The firearms analyst is accused of being overly sensitive. The reporter is accused of being deceitful. What started as an investigative article four years ago has morphed into an expansive libel lawsuit that reached the North Carolina Court of Appeals. Yesterday, three judges heard oral arguments in Desmond v. The News and Observer Publishing Company, et al.
In 2012 Beth Desmond, a firearms analyst for the State Bureau of Investigation, sued the N&O, its editor and several employees; and the publication's parent company, McClatchy Newspapers.

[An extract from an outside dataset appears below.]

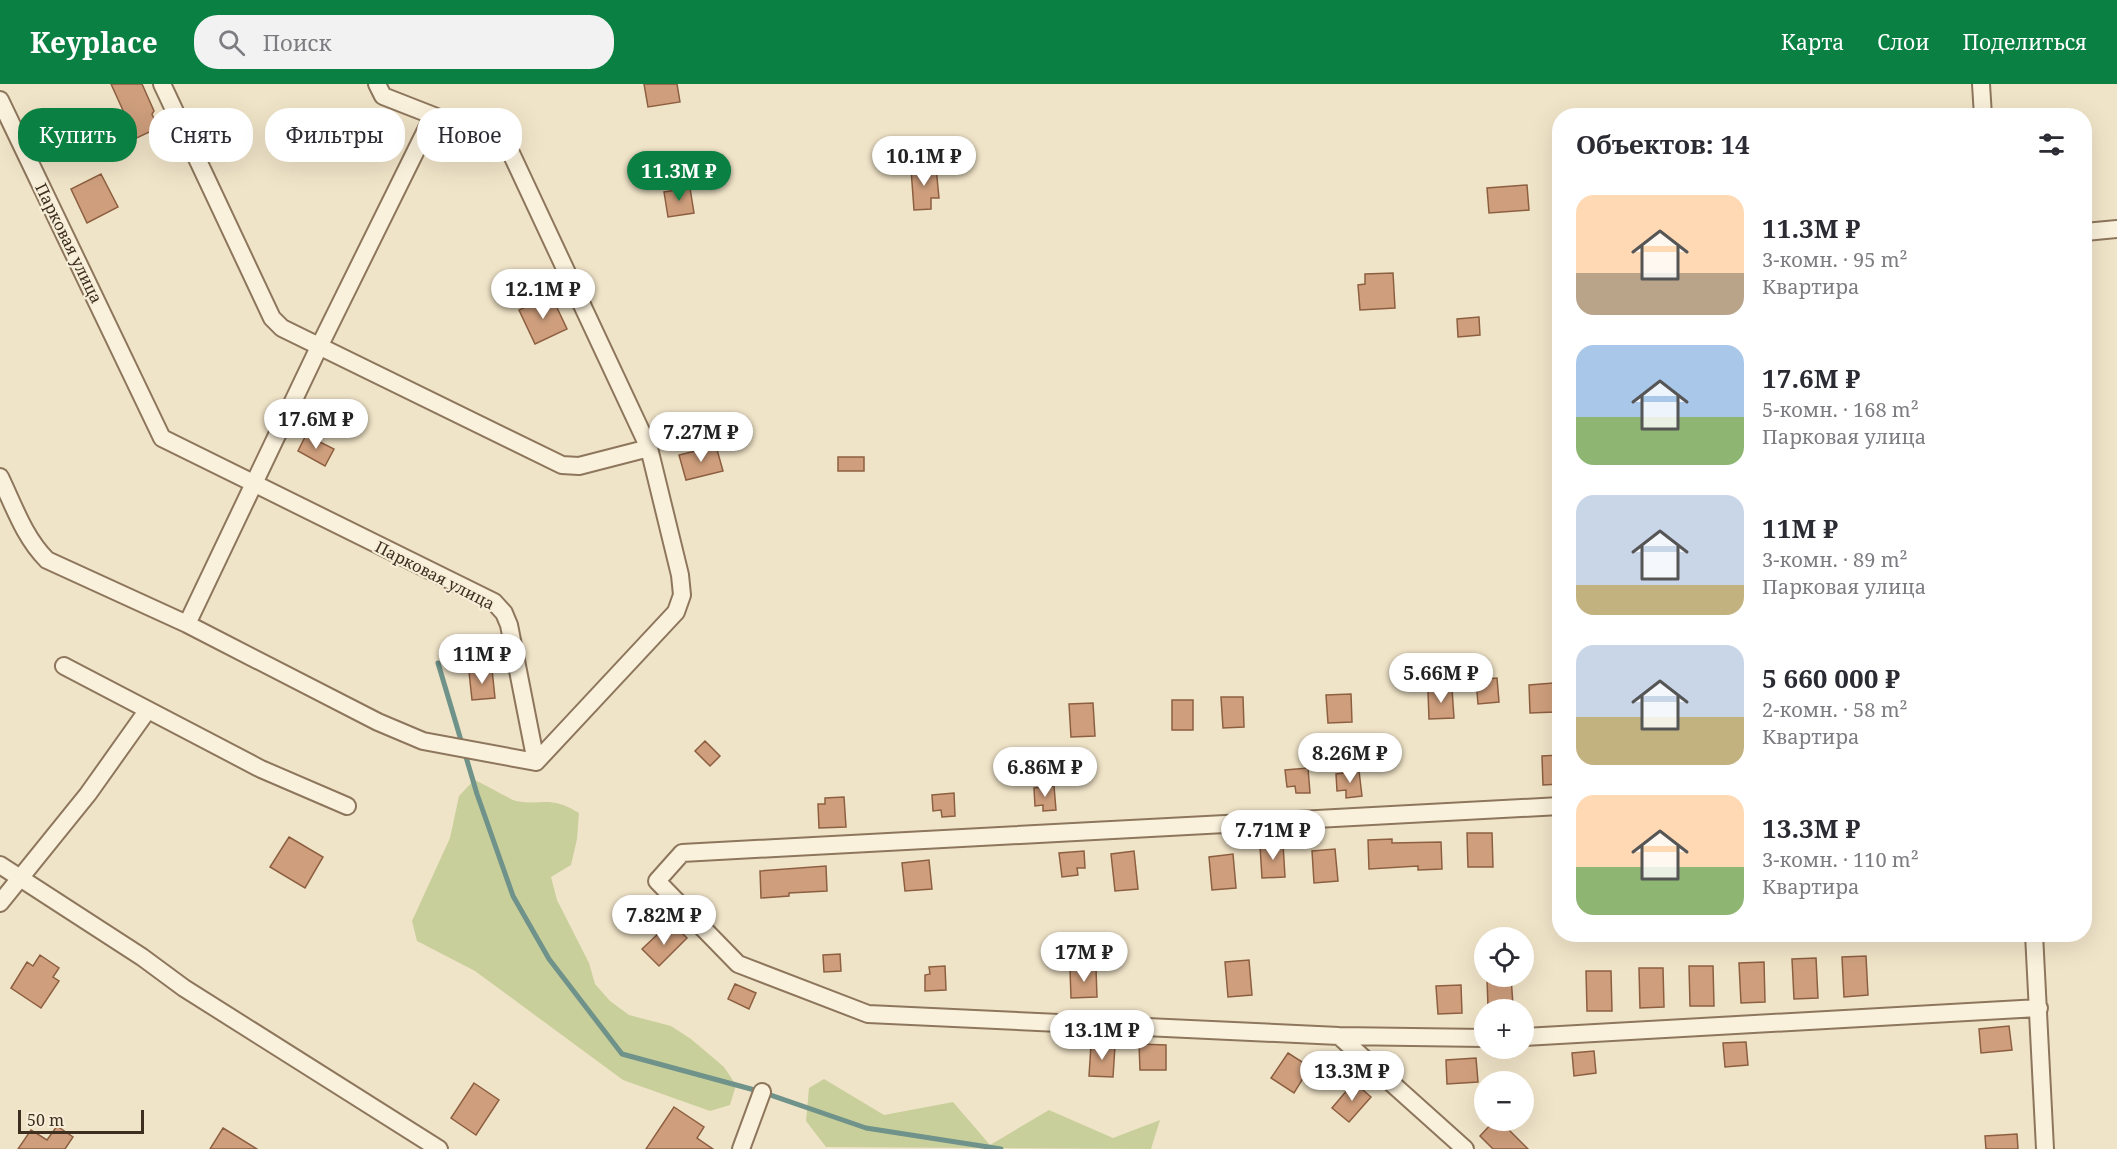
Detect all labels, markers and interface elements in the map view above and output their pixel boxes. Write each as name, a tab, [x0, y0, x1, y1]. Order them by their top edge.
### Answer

Desmond, a ballistics expert, took issue with a front-page article questioning her competency and honesty. Titled "SBI relies on bullet analysis that critics deride as unreliable," the article, written by reporters Mandy Locke and Joseph Neff, was part of a four-part investigative series titled "Agents' Secrets," which revealed SBI shortcomings. The series won the $25,000 Michael Kelly Award, a national honor that recognizes journalism exemplifying "the fearless pursuit and expression of truth."
Standing by the story's accuracy, the N&O fought to have the suit dismissed on First Amendment grounds. However, this past March a Wake County judge allowed the suit to proceed, though he limited it to three defendants: The N&O, McClatchy and Locke, who did the bulk of reporting and writing. The N&O appealed the judge's ruling.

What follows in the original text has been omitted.